A: Kelvinator Co. was founded in 1914 in Detroit as Electro-Automatic Refrigerating Co. The name was changed to Kelvinator in 1916 in honor of Lord Kelvin (1824-1907), the British physicist who defined the temperature known as absolute zero. The company merged with Nash Motors in 1937 to form Nash-Kelvinator Corp. Nash-Kelvinator introduced other appliances, including ranges, to its line of products after World War II. The company merged with Hudson Motor Cars Co. in 1954 to form American Motors Corp., and Kelvinator became a division of AMC. Today the brand is owned by Electrolux of Sweden. Your 1964 pink range is a collector’s item today because the retro look has become popular in kitchen design. That means your range, if in working condition, could sell for about $300 to $500.
Q: We recently came across a box of 40 cream-colored china dishes, all in the same pattern. The pattern consists of three decorative shields around the rim with the head of a woman in the center of the shield and a swastika on each side of the shield. Why the Nazi symbols? Were the dishes made or sold in Germany? The mark on the bottom of the plates is a narrow crescent moon around the words “The Crescent China Co.”
A: The Crescent China Co. was in business in Alliance, Ohio, from 1920 to 1926. This was well before the rise of Nazism in the 1930s, when the swastika became permanently linked with Germany’s National Socialist Party. By then, the image of the swastika had been around for thousands of years. It can be found on ancient pottery and coins. In the early 1900s, it became a popular symbol of good luck in the United States.
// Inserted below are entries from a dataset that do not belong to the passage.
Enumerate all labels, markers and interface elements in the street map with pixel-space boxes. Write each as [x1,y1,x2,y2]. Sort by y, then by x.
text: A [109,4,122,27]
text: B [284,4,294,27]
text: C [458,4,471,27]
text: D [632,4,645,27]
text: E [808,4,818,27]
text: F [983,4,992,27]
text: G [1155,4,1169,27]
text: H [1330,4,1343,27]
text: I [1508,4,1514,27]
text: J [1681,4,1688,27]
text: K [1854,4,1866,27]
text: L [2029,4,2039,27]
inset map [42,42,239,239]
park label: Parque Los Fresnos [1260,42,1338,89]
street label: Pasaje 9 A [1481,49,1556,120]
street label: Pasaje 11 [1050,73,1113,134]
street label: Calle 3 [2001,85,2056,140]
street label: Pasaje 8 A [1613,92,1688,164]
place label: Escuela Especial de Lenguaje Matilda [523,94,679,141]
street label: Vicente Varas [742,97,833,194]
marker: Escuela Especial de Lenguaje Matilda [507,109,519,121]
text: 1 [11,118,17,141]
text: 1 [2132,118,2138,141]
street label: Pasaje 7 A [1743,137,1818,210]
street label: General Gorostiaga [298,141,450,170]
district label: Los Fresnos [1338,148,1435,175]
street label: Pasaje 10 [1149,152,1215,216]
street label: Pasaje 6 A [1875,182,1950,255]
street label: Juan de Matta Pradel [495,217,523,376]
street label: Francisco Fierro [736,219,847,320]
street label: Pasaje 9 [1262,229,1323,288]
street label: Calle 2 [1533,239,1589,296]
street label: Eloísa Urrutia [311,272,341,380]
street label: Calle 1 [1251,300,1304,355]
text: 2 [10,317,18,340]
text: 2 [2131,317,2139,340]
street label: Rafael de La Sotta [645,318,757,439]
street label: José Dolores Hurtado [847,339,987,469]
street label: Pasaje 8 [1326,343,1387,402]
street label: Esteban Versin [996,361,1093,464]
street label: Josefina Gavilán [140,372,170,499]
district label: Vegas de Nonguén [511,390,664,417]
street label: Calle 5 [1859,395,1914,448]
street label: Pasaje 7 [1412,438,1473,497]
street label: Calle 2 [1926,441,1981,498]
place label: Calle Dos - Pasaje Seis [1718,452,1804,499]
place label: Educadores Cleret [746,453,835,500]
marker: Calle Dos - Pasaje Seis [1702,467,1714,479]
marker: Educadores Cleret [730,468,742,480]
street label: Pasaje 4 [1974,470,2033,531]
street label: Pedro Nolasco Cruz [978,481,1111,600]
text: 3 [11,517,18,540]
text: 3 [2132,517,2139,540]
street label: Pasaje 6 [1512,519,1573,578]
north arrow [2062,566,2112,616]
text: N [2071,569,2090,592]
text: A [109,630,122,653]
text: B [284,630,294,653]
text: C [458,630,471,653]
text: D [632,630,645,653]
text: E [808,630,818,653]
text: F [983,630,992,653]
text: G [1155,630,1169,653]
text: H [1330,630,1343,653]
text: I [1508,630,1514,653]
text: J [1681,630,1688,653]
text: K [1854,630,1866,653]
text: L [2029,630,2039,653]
We have seen a platter in your pattern selling online for $20. A 40-piece set might sell for $100 if the dishes are in excellent condition.
Q: We have an old wooden wall telephone made by Century Telephone Construction Co. of Buffalo, N.Y. There’s a 1905 patent date on it. The phone has all of its original components inside and is 100 percent complete. What is it worth?
A: Century Telephone Construction Co. was founded in Cleveland in 1899 but moved to Buffalo in 1902. In 1909 Century merged with the Federal Telephone & Telegraph Co. of Palo Alto, Calif., although the Century name continued to be used for a few more years. So your phone probably was made between 1905 (the patent date on it) and 1910 (just after the merger), but it may have been manufactured in the early 1910s. Wall telephones of that vintage in good shape sell for prices ranging from $200 to $600.
Q: My grandfather won a sterling-silver “President’s Cup” trophy at a harness race at Weequahic Park in Newark, N.J., on Oct. 30, 1909. I have a photo of my grandfather receiving the trophy, a tall cup with two handles and a cover topped by a large horse-shaped handle. I also have a copy of an article about the trophy that was published in the Oct. 9, 1909, Newark Evening News and a copy of an article about the race from the Oct. 31, 1909, Newark Sunday Call. My grandfather’s horse, Marique, won the race. The article about the trophy just says it was “designed and manufactured by local men.” Could it have been made at the Tiffany factory that was in Newark? And is the trophy valuable?
A: Your trophy is indeed valuable, if only because it is made of sterling silver, which is worth a lot at meltdown value today. But antique sterling-silver sporting trophies are collector favorites and can sell for $1,000 or more if they’re well-made and in good condition. There were a lot of silversmiths in the Newark area in the early 1900s, and you may never be able to identify who made your trophy. It’s unlikely it was made by Tiffany, though, because so many Tiffany trophies are known and marked.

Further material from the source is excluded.